### Directions
Which lines in the entries below contain the string "this"? Show each of them in full.

[Stored data entries]
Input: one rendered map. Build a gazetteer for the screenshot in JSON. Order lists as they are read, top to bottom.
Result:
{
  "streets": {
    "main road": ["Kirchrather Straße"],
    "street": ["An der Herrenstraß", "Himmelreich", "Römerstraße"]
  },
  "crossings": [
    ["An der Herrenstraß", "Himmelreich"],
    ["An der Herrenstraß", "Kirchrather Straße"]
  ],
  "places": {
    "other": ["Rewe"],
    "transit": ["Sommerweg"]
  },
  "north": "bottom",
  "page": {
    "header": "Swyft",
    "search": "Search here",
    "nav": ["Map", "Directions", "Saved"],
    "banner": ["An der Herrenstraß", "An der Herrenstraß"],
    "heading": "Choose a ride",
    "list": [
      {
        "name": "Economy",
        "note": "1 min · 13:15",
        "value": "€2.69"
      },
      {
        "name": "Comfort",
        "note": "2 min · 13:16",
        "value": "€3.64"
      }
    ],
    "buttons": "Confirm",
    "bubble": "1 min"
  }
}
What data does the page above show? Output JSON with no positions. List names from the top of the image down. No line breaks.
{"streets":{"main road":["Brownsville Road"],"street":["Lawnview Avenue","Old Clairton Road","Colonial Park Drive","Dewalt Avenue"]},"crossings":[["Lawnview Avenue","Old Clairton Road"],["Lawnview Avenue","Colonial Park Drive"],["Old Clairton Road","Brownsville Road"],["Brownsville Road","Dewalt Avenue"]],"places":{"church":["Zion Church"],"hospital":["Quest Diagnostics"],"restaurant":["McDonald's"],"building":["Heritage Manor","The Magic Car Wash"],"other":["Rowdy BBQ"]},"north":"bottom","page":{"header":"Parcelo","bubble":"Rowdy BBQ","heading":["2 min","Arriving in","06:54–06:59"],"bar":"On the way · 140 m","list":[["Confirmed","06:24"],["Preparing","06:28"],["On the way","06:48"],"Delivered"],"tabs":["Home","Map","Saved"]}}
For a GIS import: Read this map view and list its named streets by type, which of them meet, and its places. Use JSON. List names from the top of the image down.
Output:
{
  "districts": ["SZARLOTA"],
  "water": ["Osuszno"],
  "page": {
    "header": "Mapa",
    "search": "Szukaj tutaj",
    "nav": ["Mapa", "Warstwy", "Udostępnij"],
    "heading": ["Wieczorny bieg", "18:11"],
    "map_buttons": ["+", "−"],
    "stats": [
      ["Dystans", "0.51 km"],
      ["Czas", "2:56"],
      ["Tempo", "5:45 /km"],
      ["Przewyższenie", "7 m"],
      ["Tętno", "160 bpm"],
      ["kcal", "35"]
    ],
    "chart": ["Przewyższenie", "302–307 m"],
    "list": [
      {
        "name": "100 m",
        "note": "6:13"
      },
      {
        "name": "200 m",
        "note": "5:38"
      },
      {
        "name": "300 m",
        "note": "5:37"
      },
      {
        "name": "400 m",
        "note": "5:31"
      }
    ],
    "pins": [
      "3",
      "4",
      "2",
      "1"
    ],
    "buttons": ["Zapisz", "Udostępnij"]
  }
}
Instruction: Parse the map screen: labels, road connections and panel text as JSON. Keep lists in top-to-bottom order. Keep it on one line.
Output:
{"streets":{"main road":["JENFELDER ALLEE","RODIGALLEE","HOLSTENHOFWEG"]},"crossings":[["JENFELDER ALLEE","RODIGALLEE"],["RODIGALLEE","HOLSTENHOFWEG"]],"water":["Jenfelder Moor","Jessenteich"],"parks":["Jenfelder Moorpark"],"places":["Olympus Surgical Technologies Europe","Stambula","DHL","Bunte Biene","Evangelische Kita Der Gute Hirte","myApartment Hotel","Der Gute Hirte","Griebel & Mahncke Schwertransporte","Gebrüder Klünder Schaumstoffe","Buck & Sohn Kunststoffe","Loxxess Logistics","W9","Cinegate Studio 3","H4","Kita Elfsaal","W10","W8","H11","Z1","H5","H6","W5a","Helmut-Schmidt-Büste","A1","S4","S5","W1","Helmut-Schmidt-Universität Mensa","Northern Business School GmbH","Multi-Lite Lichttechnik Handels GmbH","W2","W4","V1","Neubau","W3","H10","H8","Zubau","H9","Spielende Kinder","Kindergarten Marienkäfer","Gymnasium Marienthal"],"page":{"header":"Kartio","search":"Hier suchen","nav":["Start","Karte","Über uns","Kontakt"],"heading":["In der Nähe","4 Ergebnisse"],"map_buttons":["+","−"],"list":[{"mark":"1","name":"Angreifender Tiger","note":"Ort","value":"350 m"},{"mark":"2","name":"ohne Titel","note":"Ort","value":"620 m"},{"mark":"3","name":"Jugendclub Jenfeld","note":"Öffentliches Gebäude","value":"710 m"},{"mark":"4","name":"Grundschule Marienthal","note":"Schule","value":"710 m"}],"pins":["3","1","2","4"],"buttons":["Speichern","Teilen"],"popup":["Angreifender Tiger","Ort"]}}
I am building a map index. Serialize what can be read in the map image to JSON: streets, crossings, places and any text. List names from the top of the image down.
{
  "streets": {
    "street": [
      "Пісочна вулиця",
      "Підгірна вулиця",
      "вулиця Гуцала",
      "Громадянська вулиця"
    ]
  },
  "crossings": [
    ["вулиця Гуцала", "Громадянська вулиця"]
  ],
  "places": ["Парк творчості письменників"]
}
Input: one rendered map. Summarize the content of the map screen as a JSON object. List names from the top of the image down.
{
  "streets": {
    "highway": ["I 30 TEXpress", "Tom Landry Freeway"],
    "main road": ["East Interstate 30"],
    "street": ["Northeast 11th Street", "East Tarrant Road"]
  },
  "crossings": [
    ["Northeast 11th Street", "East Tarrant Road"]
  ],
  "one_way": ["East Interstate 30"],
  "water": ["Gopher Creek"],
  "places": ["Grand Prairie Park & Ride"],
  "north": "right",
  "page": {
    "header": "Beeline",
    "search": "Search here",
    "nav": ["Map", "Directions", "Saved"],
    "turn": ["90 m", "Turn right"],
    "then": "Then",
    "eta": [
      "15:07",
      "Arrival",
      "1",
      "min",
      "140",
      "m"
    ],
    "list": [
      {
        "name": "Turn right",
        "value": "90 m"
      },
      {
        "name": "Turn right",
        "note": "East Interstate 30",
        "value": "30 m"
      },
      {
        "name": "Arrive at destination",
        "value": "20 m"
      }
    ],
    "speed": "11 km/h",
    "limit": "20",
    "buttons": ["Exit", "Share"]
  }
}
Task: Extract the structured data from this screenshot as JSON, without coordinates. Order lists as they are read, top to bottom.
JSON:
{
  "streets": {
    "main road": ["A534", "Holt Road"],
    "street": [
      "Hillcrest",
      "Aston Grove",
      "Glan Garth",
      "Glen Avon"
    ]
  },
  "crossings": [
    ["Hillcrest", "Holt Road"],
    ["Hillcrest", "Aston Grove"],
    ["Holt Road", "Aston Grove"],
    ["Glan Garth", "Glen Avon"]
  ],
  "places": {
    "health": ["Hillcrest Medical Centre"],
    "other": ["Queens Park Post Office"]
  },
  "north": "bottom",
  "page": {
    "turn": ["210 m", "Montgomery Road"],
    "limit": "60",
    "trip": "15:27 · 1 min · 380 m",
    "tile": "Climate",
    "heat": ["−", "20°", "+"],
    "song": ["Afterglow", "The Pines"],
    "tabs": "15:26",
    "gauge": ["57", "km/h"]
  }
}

### Your response
For a GIS import: Read this map view and list its named streets by type, which of them meet, and its places. Use JSON. List names from the top of the image down.
Task: Extract the structured data from this screenshot as JSON, without coordinates. Order lists as they are read, top to bottom.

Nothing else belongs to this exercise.